(Collected data)
• • • • •
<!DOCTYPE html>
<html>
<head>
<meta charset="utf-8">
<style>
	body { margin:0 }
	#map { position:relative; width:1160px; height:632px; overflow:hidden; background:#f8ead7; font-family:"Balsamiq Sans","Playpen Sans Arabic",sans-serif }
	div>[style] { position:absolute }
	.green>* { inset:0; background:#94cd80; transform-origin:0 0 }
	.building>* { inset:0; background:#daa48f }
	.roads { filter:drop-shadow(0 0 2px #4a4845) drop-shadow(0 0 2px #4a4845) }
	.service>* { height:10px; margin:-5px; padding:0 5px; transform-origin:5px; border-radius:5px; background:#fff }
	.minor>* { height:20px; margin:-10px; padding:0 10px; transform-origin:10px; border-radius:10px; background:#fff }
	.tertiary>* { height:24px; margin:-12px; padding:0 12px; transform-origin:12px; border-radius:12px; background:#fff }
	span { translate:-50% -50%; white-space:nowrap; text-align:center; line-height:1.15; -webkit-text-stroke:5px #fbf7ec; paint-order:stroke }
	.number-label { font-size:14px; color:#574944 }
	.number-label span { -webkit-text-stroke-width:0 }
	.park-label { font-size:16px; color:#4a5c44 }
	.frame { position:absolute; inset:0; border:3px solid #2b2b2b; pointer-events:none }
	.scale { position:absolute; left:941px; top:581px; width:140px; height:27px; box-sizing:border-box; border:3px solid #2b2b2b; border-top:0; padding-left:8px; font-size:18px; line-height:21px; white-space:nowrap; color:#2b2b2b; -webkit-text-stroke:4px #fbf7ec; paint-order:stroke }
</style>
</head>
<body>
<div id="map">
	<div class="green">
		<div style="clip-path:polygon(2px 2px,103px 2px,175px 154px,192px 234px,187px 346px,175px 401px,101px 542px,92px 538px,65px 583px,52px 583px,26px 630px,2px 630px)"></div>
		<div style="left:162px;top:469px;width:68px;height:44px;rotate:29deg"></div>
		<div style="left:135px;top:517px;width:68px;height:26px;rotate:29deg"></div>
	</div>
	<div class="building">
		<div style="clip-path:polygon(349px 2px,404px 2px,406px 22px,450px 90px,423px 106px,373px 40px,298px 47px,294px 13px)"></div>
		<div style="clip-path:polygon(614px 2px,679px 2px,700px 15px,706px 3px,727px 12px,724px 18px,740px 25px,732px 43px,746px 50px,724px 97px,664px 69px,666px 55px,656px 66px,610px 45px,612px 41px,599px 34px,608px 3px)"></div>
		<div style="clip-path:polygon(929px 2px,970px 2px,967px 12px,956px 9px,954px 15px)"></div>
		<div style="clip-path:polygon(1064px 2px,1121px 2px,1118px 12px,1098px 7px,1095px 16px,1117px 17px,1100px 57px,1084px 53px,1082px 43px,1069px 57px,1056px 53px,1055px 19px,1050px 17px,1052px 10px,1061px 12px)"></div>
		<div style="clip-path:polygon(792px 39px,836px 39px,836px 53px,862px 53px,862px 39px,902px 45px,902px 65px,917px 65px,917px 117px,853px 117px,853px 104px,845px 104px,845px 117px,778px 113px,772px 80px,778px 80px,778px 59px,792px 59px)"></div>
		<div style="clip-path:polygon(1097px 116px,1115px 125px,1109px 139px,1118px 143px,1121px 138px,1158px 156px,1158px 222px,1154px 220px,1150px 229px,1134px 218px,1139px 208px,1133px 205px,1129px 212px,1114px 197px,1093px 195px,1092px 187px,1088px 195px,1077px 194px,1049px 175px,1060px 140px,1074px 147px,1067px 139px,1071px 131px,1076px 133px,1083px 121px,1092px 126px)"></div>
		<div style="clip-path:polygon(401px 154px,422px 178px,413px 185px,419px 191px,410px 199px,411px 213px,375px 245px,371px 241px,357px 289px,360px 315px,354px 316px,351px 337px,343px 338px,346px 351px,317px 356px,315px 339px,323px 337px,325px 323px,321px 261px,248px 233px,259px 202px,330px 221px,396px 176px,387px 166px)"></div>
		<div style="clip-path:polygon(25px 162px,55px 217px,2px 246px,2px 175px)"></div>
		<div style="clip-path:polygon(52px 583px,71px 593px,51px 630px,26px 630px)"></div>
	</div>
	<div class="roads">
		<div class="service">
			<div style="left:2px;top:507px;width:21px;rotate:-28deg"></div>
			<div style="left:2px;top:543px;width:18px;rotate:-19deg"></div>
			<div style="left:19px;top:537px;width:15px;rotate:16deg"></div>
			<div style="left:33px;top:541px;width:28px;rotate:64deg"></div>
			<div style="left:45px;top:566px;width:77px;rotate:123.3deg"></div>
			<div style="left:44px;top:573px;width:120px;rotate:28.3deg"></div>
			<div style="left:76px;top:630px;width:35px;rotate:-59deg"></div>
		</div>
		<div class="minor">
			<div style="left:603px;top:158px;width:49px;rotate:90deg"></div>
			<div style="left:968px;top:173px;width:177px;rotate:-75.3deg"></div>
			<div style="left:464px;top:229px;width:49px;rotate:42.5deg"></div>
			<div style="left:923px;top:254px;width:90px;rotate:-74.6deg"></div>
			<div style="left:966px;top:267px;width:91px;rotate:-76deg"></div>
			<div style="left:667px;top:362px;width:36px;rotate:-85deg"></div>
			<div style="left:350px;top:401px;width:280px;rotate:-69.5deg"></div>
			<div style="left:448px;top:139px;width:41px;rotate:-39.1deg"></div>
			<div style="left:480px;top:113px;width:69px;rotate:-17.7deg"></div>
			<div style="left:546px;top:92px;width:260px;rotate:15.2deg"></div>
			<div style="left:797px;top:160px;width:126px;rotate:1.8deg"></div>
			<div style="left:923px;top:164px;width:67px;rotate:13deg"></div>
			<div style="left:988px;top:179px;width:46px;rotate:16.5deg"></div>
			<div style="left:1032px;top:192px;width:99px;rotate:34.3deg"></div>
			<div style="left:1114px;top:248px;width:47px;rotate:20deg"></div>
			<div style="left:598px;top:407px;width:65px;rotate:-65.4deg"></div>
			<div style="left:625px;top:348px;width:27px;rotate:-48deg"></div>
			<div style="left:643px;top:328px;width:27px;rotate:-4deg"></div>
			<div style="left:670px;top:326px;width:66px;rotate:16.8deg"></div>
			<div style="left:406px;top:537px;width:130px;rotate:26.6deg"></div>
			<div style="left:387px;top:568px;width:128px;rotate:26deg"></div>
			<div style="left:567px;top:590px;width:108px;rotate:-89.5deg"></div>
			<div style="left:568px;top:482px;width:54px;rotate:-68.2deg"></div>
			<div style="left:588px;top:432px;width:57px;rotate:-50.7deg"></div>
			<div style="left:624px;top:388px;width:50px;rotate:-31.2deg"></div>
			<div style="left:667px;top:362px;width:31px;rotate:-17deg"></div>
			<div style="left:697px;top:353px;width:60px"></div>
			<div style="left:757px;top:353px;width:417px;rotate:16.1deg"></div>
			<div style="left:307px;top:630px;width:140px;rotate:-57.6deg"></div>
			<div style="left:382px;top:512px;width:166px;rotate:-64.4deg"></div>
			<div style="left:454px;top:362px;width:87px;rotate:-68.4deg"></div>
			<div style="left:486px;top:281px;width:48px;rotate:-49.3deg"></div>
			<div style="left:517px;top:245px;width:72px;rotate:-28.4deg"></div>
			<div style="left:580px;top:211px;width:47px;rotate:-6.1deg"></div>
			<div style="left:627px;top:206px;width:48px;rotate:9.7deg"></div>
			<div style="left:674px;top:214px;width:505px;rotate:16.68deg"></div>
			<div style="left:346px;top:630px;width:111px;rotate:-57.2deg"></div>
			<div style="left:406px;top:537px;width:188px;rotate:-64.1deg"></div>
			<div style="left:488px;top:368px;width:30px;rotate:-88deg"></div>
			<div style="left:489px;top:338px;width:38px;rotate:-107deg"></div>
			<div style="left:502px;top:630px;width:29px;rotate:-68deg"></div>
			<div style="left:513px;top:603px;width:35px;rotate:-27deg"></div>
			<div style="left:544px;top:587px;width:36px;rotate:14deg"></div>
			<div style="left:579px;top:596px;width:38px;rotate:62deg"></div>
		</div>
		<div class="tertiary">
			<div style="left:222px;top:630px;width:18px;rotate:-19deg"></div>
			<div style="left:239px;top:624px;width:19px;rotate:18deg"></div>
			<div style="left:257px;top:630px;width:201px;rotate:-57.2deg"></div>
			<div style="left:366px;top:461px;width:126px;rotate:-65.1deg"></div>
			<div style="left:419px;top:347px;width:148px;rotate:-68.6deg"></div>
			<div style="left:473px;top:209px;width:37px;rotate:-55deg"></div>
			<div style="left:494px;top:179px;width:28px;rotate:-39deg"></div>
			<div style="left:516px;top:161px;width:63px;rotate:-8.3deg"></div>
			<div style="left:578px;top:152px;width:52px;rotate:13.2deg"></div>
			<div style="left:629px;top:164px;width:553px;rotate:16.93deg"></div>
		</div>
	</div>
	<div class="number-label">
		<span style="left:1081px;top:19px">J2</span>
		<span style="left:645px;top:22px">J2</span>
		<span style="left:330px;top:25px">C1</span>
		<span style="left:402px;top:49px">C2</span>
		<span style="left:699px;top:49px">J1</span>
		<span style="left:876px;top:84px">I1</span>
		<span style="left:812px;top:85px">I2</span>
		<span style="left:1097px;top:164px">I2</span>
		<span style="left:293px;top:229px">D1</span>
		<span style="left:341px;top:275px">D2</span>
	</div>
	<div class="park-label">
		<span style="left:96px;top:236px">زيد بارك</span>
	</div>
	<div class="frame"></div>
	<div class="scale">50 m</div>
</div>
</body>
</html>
• • • • •
## What you are asked to do
In the lines above, find the word "scale" and copy each line that contains it.

## Answer to the exercise
	.scale { position:absolute; left:941px; top:581px; width:140px; height:27px; box-sizing:border-box; border:3px solid #2b2b2b; border-top:0; padding-left:8px; font-size:18px; line-height:21px; white-space:nowrap; color:#2b2b2b; -webkit-text-stroke:4px #fbf7ec; paint-order:stroke }
	<div class="scale">50 m</div>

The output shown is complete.